What to do
Give back the full set of entries exactly, keeping each line intact.

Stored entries
• • • • •

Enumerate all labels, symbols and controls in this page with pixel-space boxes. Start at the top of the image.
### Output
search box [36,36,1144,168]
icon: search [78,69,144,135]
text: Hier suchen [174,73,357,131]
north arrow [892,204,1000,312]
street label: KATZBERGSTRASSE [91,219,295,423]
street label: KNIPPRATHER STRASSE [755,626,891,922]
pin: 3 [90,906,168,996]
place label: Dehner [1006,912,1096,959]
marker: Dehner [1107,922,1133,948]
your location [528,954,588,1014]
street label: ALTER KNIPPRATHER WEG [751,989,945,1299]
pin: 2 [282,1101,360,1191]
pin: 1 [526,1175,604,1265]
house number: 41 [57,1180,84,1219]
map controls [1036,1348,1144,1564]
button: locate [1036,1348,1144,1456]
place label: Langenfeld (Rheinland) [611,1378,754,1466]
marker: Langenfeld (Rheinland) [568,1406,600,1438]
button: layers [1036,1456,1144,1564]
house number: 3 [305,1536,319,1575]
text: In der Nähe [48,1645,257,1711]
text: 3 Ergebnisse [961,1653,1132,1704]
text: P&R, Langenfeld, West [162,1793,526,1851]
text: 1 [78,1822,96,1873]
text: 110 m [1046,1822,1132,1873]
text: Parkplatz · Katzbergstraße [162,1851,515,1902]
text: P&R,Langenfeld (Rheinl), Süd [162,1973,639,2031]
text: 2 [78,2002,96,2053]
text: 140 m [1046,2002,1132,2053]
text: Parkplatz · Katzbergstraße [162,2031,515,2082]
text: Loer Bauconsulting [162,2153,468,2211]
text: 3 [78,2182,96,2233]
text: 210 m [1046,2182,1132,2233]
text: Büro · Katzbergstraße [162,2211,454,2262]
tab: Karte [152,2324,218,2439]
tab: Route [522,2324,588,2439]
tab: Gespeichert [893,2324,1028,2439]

• • • • •

Solution for this task
Enumerate all labels, symbols and controls in this page with pixel-space boxes. Start at the top of the image.
### Output
search box [36,36,1144,168]
icon: search [78,69,144,135]
text: Hier suchen [174,73,357,131]
north arrow [892,204,1000,312]
street label: KATZBERGSTRASSE [91,219,295,423]
street label: KNIPPRATHER STRASSE [755,626,891,922]
pin: 3 [90,906,168,996]
place label: Dehner [1006,912,1096,959]
marker: Dehner [1107,922,1133,948]
your location [528,954,588,1014]
street label: ALTER KNIPPRATHER WEG [751,989,945,1299]
pin: 2 [282,1101,360,1191]
pin: 1 [526,1175,604,1265]
house number: 41 [57,1180,84,1219]
map controls [1036,1348,1144,1564]
button: locate [1036,1348,1144,1456]
place label: Langenfeld (Rheinland) [611,1378,754,1466]
marker: Langenfeld (Rheinland) [568,1406,600,1438]
button: layers [1036,1456,1144,1564]
house number: 3 [305,1536,319,1575]
text: In der Nähe [48,1645,257,1711]
text: 3 Ergebnisse [961,1653,1132,1704]
text: P&R, Langenfeld, West [162,1793,526,1851]
text: 1 [78,1822,96,1873]
text: 110 m [1046,1822,1132,1873]
text: Parkplatz · Katzbergstraße [162,1851,515,1902]
text: P&R,Langenfeld (Rheinl), Süd [162,1973,639,2031]
text: 2 [78,2002,96,2053]
text: 140 m [1046,2002,1132,2053]
text: Parkplatz · Katzbergstraße [162,2031,515,2082]
text: Loer Bauconsulting [162,2153,468,2211]
text: 3 [78,2182,96,2233]
text: 210 m [1046,2182,1132,2233]
text: Büro · Katzbergstraße [162,2211,454,2262]
tab: Karte [152,2324,218,2439]
tab: Route [522,2324,588,2439]
tab: Gespeichert [893,2324,1028,2439]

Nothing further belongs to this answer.